I would love to give a quick primer on how I'm using agents:

I'll usually have a main line of work I'm focused on. I'll describe the current behavior and desired changes (need to plumb this var through these functions to use here). "Gpt 5 thinking high" is pretty precise, so if you clearly indicate what you want it usually does exactly what I request. (If this isn't happening for you, make sure you don't have other context in your codebase that confuses it)

While it's working, I'll often be able to prompt another line of work, usually requesting explicitly it not make changes but not switching to ask mode. It will do most of the work to figure out what changes would need to be made and it summarizes them helpfully which allows me to correct it if it's wrong. You can repeat this for as long as the existing models are busy

Types of prompts that work well:

Questions: "what's the function or component for doing X", where else do we do this pattern?

Bug prompts (anything that would take you <2h to fix should be promptable in a single prompt, note you'll get slightly different responses even with the same prompt, so if at first you don't succeed you might explain what went wrong, ask it to improve your prompt, and then try again from scratch. People don't reset context often enough)

Larger scale architecture / plans - this I would recommend switching to plan mode and spending some time going back and forth. Often it will get confused so take your progress (ideally as an .md file) and bring it to a new conversation to keep iterating.

You can even have it suggest jira tickets etc

Understanding different models is important: Claude 4.5 (and most Claude models since 3.5) really want to do stuff. And if you leave them unchecked they'll usually do way more than you asked. And if they perceive themselves to be blocked on a failing test they might delete it or change it to be useless. That said, they're really extraordinary models when you want a quick prototype fleshed out where you don't make all of the decisions. Gpt 5 thinking high is my personal favorite (codex 5 thinking high is also very good in the codex plugin in vscode). Create new context often.
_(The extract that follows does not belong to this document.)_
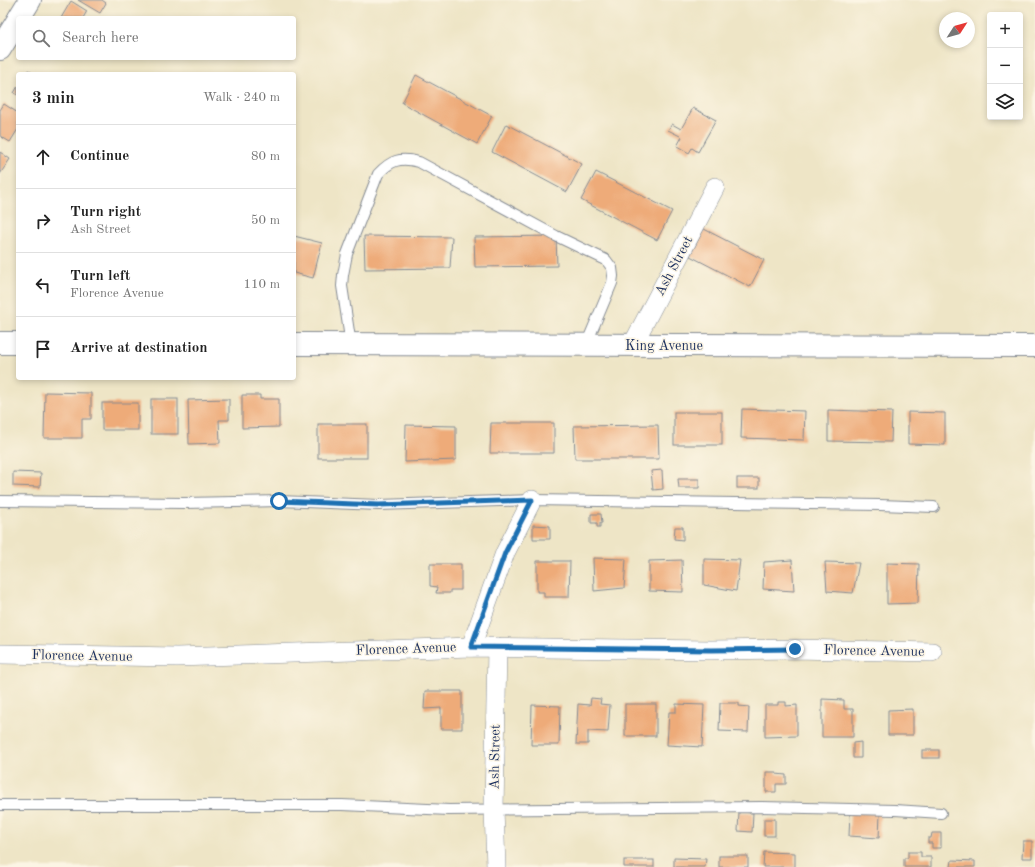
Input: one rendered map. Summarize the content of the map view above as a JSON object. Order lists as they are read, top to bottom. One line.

Best things about Claude: it will often figure out a good feedback loop where it can build + test and get quick feedback about whether the thing is working. This works best in Claude code but can be effective in cursor too

Best things about gpt: the precision. I don't even care that they're slow, it just let's me queue up more work

Best things about codex: it's a little smarter at handling very hard or very easy tasks. It might spend less time on easy tasks and even more time on hard ones

Best things about grok: speed plus leetcode style ability

All of them tend to benefit from a feedback loop if you can give them great tests or good static analysis etc, but they will cheat if you let them (any in ts)


I've used this analogy many times:

Codex + GPT-5-high is an offshore consultant. You give it the spec and it'll do the work and come back with something.

Claude is built like a pair programmer, it chats while it works and you can easily interrupt it without breaking the flow.

Codex is clearly more thorough, it's _excellent_ at picking apart Sonnet 4.5 code and finding the subtle gotchas it leaves behind when it just plows to a result.

And like you said, Claude is results first. It'll get where you want it to go, even if it has to mock the whole application to get the tests to pass. =)


You are spot on and summed it up perfectly.

I am using language models as much as anyone and they work but they don't work the way the marketing and popular delusion behind them is pretending they work.

The best book on LLMs and agentic AI is Extraordinary Popular Delusions and the Madness of Crowds by Charles Mackay.